GRAPHIC: SC lawmaker releases video from inside Lee Correctional Institution during deadly riot

BISHOPVILLE, SC (WIS) - WARNING: The above video is extremely graphic and may be disturbing to some viewers. Viewer discretion is advised. 

South Carolina lawmaker has released a video from inside Lee Correctional Institution the night of the prison riots that left seven dead and left 22 other inmates injured.

Rep. Justin Bamberg (D-District 90) released the video on behalf of an anonymous inmate at Lee Correctional Institution, who was inside one of the prison dorms on April 15.

The video shows an inmate sitting up against one of the dorm walls and he is injured. Blood is also seen all over the prison dorm floor. Bamberg released the video as a statement against the emergency response time during the incident. The video also shows two men walking around with the weapons. The injured inmate did stand up and walk away before the video ends.

Bamberg said he was shocked when he first saw the video, which he says was filmed after the incident "had calmed down."

"How is it that they have these knives that are over six inches long?" Bamberg said. "I want to know where that's being hidden. Where in a maximum security prison can you hide a knife that big and it not be found?"

Bamberg said he took a call from an inmate's mother who claimed her son and several other inmates attempted to keep a cell door closed from others attempting to stab them.

"I have never seen a cell phone or a bag of marijuana or cigarettes stab anybody," Bamberg said. "We're not saying that cell phones are OK. They are contraband and the rules say you're not supposed to have them in there. But, we can't focus only on that when you've got a much bigger problem which is seven people who were murdered with weapons that weren't supposed to be in a maximum security prison or any prison anyway."

Bamberg said supporters of the Second Amendment should also support the Eighth Amendment when it comes to the rights of prisoners. The Eighth Amendment prohibits cruel and unusual punishment. 

During a press conference on Monday, South Carolina Department of Corrections Director Bryan Stirling said before authorities can enter the dorm during a riot situation, it's imperative to have proper staffing to handle the 250 to 260 inmates inside each dorm.
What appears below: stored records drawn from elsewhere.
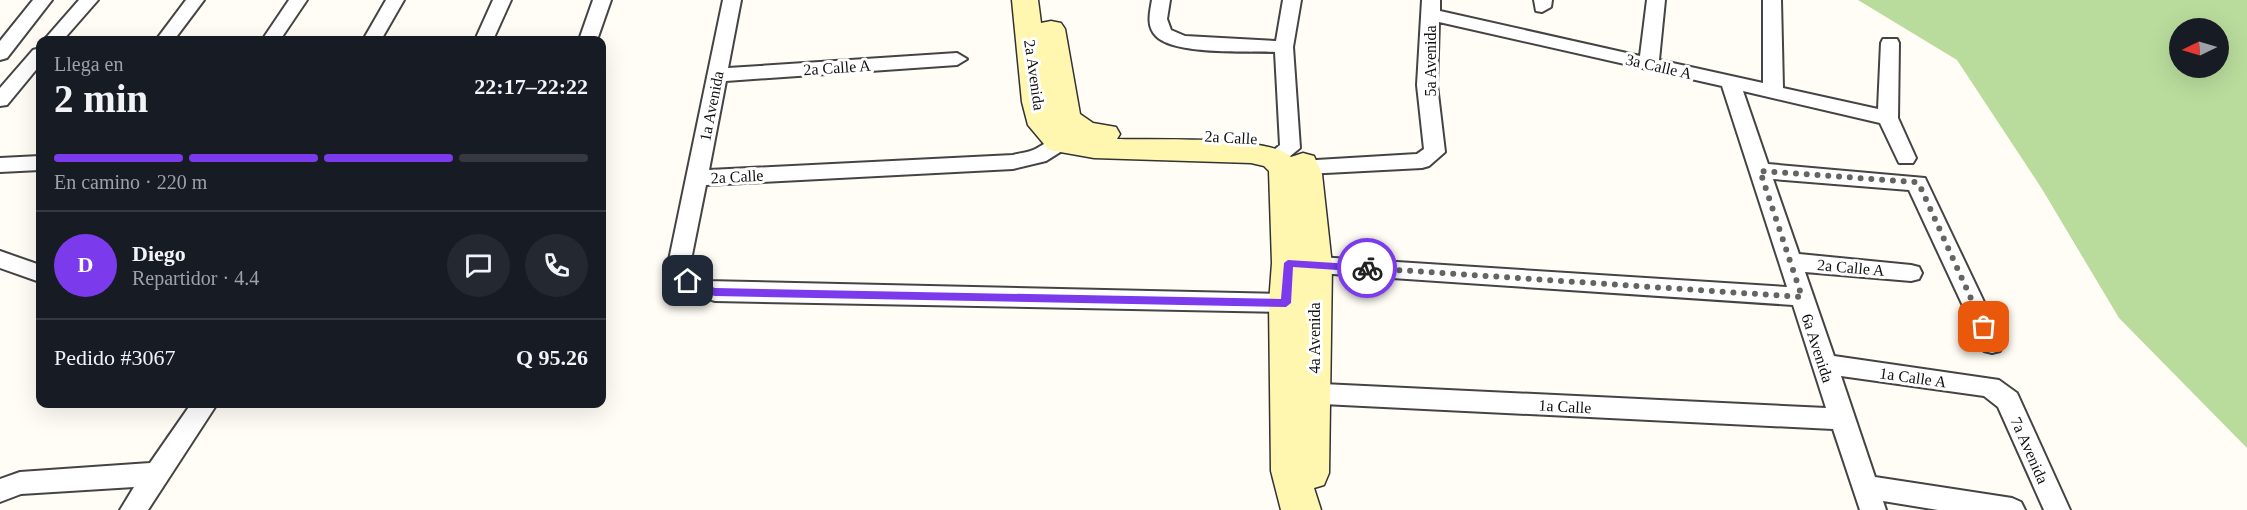 <!DOCTYPE html>
<html lang="es">
<head>
<meta charset="utf-8">
<style>
  body { margin:0; font-family:"Times New Roman",serif; background:#242831; color:#f1f3f6; height:100vh; display:flex; flex-direction:column; font-size:22px; white-space:nowrap }
  * { box-sizing:border-box; margin:0 }
  p { font-size:20px; color:#9ea1a6 }
  .icon { flex:none; width:33px; height:33px; fill:none; stroke:currentColor; stroke-width:2; stroke-linecap:round; stroke-linejoin:round }
  .map { position:relative; flex:1; overflow:hidden }
  .details { position:absolute; left:36px; top:36px; width:570px; height:372px; display:flex; flex-direction:column; background:#171b24; border-radius:12px; box-shadow:0 6px 24px #0002 }
  .details>* { flex:none }
  .needle { width:39px; rotate:265deg }
  .fabs { position:absolute; left:2169px; top:18px; display:grid; gap:12px }
  .fabs a { display:grid; place-items:center; width:60px; height:60px; border-radius:50%; background:#171b24; box-shadow:0 6px 24px #0002; font-size:30px }
  .pin { position:absolute; display:grid; place-items:center; width:51px; height:51px; color:#fff; margin:-26px; border-radius:12px; box-shadow:0 3px 9px #0006 }
  .courier { position:absolute; display:grid; place-items:center; width:60px; height:60px; margin:-30px; border:4px solid #7c3aed; border-radius:50%; background:#fff; color:#222; box-shadow:0 2px 8px #0007 }
  .headline em { font-style:normal; font-weight:800 }
  .headline div { display:flex; flex-direction:column-reverse }
  .headline { display:flex; align-items:center; justify-content:space-between; height:102px; padding:0 18px }
  h1 { font-size:39px; font-weight:800; line-height:45px }
  .bar { display:grid; grid-template-columns:repeat(4,1fr); gap:9px 6px; align-content:center; height:72px; padding:0 18px }
  .bar i { height:8px; border-radius:4px; background:#363941 }
  .bar .selected { background:#7c3aed }
  .bar p { grid-column:span 4 }
  .line { display:flex; align-items:center; gap:15px; padding:0 18px; border-top:2px solid #363941 }
  .line div { flex:1 }
  .round { display:grid; place-items:center; flex:none; width:63px; height:63px; border-radius:32px; background:#242831 }
  .map>svg:first-child { display:block }
  .forest { fill:#b9dc9c; fill-rule:evenodd }
  .lines { fill:none; stroke-linecap:round; stroke-linejoin:round }
  .street-casing { stroke:#444; stroke-width:4 }
  .secondary-casing { stroke:#333; stroke-width:3 }
  .street { fill:#fff; fill-rule:evenodd }
  .secondary { fill:#fff6b0; fill-rule:evenodd }
  .route { fill:#7c3aed }
  .done { stroke:#646461; stroke-width:6; stroke-dasharray:0 10.8 }
  .labels { text-anchor:middle; stroke-width:6; stroke-linejoin:round; paint-order:stroke }
  .street-label { font-size:16px; fill:#111; stroke:#fff }
</style>
</head>
<body>
<div class="map">
<svg width="2247" height="510" viewBox="0 0 2247 510">
  <rect width="100%" height="100%" fill="#fffdf5"/>
  <path class="forest" d="M1858,0H2247V448L2119,318L2042,189L1957,60ZM2180,28H2218V68H2180Z"/>
  <g class="lines">
    <defs>
      <g id="street">
        <path d="M33,0H52L7,58L0,60V41Z"/>
        <path d="M79,0H98L63,40H44Z"/>
        <path d="M186,0H204L174,40H156Z"/>
        <path d="M289,0H307L280,40H262Z"/>
        <path d="M386,0H404L381,40H363Z"/>
        <path d="M493,0H511L493,40H475Z"/>
        <path d="M593,0H611L597,40H579Z"/>
        <path d="M723,0H741L728,68L957,53L967,59L957,65L726,81L709,170L1013,155C1019,153 1027,153 1033,150C1049,144 1062,124 1081,129L1084,134L1081,139L1046,161L1013,169L706,185L691,260L692,269L706,281L1286,294L1294,297L1298,303L1294,309L1286,312L715,301C692,295 671,286 669,260Z"/>
        <path d="M1152,0H1170L1167,19L1171,30L1185,36L1276,41L1283,0H1301L1293,47L1300,148L1283,162L1417,154L1424,149L1417,85L1422,0H1440V11L1640,56L1647,0H1665L1659,60L1763,83V0H1781L1783,88L1878,109L1881,43L1883,39H1897L1899,43L1898,118L1916,158L1913,163H1899L1880,123L1743,91L1768,164L1925,178L2004,344L2000,351L1992,353L1984,351L1909,190L1773,179L1799,254L1911,265L1919,267L1922,273L1919,279L1911,281L1805,272L1834,356L1999,380L2017,393L2070,510H2044L1998,407L1984,396L1841,376L1875,477L2012,498L2021,502L2025,510H1938L1883,501L1886,510H1860L1833,429L1302,403L1293,400L1290,393L1293,386L1302,383L1826,408L1793,305L1303,272L1295,270L1292,264L1295,258L1303,256L1787,287L1722,86L1439,22L1437,85L1445,152L1429,166L1422,168L1287,175L1280,173L1276,168L1279,164L1267,163L1264,158L1280,145L1275,52C1248,51 1174,55 1156,36C1146,26 1150,12 1152,0Z"/>
        <path d="M1534,0H1552L1551,7L1542,12L1536,11Z"/>
        <path d="M40,48V65L7,105L0,106V88L33,50Z"/>
        <path d="M40,156V170L0,172V158Z"/>
        <path d="M0,251L40,265V282L0,268Z"/>
        <path d="M191,404H217L148,510H120L134,487L21,494L0,502V479L20,472L150,463Z"/>
      </g>
      <path id="secondary" d="M1012,0H1038L1041,23L1051,21L1061,23L1065,29L1080,114L1093,123L1116,127L1120,134L1117,139C1153,140 1269,135 1291,157L1303,153L1314,156L1322,174L1332,265L1329,473L1324,485L1314,488L1321,510H1281L1271,471L1269,303L1272,263L1269,171L1264,166L1251,163L1094,158L1049,150L1028,125L1022,102Z"/>
    </defs>
    <use href="#street" class="street-casing"/>
    <use href="#secondary" class="secondary-casing"/>
    <use href="#street" class="street"/>
    <use href="#secondary" class="secondary"/>
  </g>
  <path class="route" d="M1288,260L1367,265L1372,268L1367,272L1293,267L1291,303L1286,307L715,296L695,291L683,281L688,277L715,288L1281,299L1284,263Z"/>
  <g class="lines">
    <path class="done" d="M1367,268L1802,297L1760,171L1915,182L1919,184L1984,327"/>
  </g>
  <g class="labels">
    <g class="street-label">
      <text transform="translate(1430 61) rotate(-90)" y="6">5a Avenida</text>
      <text transform="translate(1659 66) rotate(13)" y="6">3a Calle A</text>
      <text transform="translate(837 67) rotate(-4)" y="6">2a Calle A</text>
      <text transform="translate(1035 75) rotate(82)" y="6">2a Avenida</text>
      <text transform="translate(711 106) rotate(-79)" y="6">1a Avenida</text>
      <text transform="translate(1231 137) rotate(3)" y="6">2a Calle</text>
      <text transform="translate(737 176) rotate(-3)" y="6">2a Calle</text>
      <text transform="translate(1851 267) rotate(5)" y="6">2a Calle A</text>
      <text transform="translate(1314 338) rotate(-90)" y="6">4a Avenida</text>
      <text transform="translate(1818 348) rotate(72)" y="6">6a Avenida</text>
      <text transform="translate(1913 377) rotate(8)" y="6">1a Calle A</text>
      <text transform="translate(1565 406) rotate(3)" y="6">1a Calle</text>
      <text transform="translate(2030 450) rotate(66)" y="6">7a Avenida</text>
    </g>
  </g>
</svg>
<div class="fabs">
<a><svg class="needle" viewBox="-14 -14 28 28"><path d="M0-13l5 13h-10z" fill="#e53935"/><path d="M0 13l5-13h-10z" fill="#9ea1a6"/></svg></a>
</div>
<div class="pin" style="left:1984px;top:327px;background:#ea580c"><svg class="icon" aria-label="bag" viewBox="0 0 24 24"><path d="M5 8h14l-1 12H6zM9 8a3 3 0 0 1 6 0"/></svg></div>
<div class="pin" style="left:688px;top:281px;background:#1f2937"><svg class="icon" aria-label="home" viewBox="0 0 24 24"><path d="M3 11l9-7 9 7M6 9v11h12V9"/></svg></div>
<div class="courier" style="left:1367px;top:268px"><svg class="icon" aria-label="bike" viewBox="0 0 24 24"><circle cx="6" cy="16" r="4"/><circle cx="18" cy="16" r="4"/><path d="M6 16l4-8h5l3 8M10 8l3 8H6M13 5h3"/></svg></div>
<section class="details">
<div class="headline"><div><h1>2 min</h1><p>Llega en</p></div><em>22:17–22:22</em></div>
<div class="bar"><i class="selected"></i><i class="selected"></i><i class="selected"></i><i></i><p>En camino · 220 m</p></div>
<div class="line" style="height:108px"><b class="round" style="background:#7c3aed;color:#fff">D</b><div><b>Diego</b><p>Repartidor · 4.4</p></div><a class="round"><svg class="icon" aria-label="chat" viewBox="0 0 24 24"><path d="M4 5h16v11H9l-5 4z"/></svg></a><a class="round"><svg class="icon" aria-label="phone" viewBox="0 0 24 24"><path d="M5 4h4l2 5-3 2q2 4 5 5l2-3 5 2v4C11 20 4 13 5 4z"/></svg></a></div>
<div class="line" style="height:78px"><div>Pedido #3067</div><b>Q 95.26</b></div>
</section>
</div>
</body>
</html>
"We're not going to just send one or two officers in there," Stirling said. "We're going to gather a force that is safe for all our officers...We're not going to put our officers and other staff in harm's way. We gathered as many people as we could as quickly as we could."

The riots at Lee Correctional continues the reputation of prisons in South Carolina as some of the most dangerous in the nation. In the last 16 months, 20 South Carolina inmates have been killed while incarcerated, according to the Associated Press. There are 19,000 inmates in 21 prisons in South Carolina.

The state Department of Corrections also identified the inmates as Raymond Angelo Scott, Michael Milledge, Damonte Marquez Rivera, Eddie Casey Jay Gaskins, Joshua Svwin Jenkins, Corey Scott, and Cornelius Quantral McClary.

In the last 9 months, 10 inmates including the seven killed on Sunday all died at Lee Correctional.

On Monday, Stirling blamed battles for contraband and territory as the reason for the riots.

"These folks are fighting over real money and real territory while they are incarcerated," Stirling said."And you've heard us talking about it over and over again. These folks are fighting over real money and real territory while they are incarcerated."

Stirling did not release the type of weapon used in these incidents and said that information is a part of their investigation. He also spoke about the photos and videos circulating on social media that claim to document the incident inside the dorms where bodies were shown. Stirling said he could not verify the authenticity of the videos.

The number of inmates injured increased from 17 to 22 on Tuesday. SC DOC officials told the Associated Press that three of the inmates were not included in the original count were taken offside and treated for minor injuries before being released back to the prison. In all, six inmates remain hospitalized and the others have been released back to the state's Department of Corrections.

Bamberg said he believes that SC DOC may need to be reviewed by the SC House's Oversight Committee in the future.

"We're past the point of lip service. We're past the point of excuses," Bamberg said. "There are a bunch of mothers who have to bury their sons and they shouldn't have to be in the position to do that."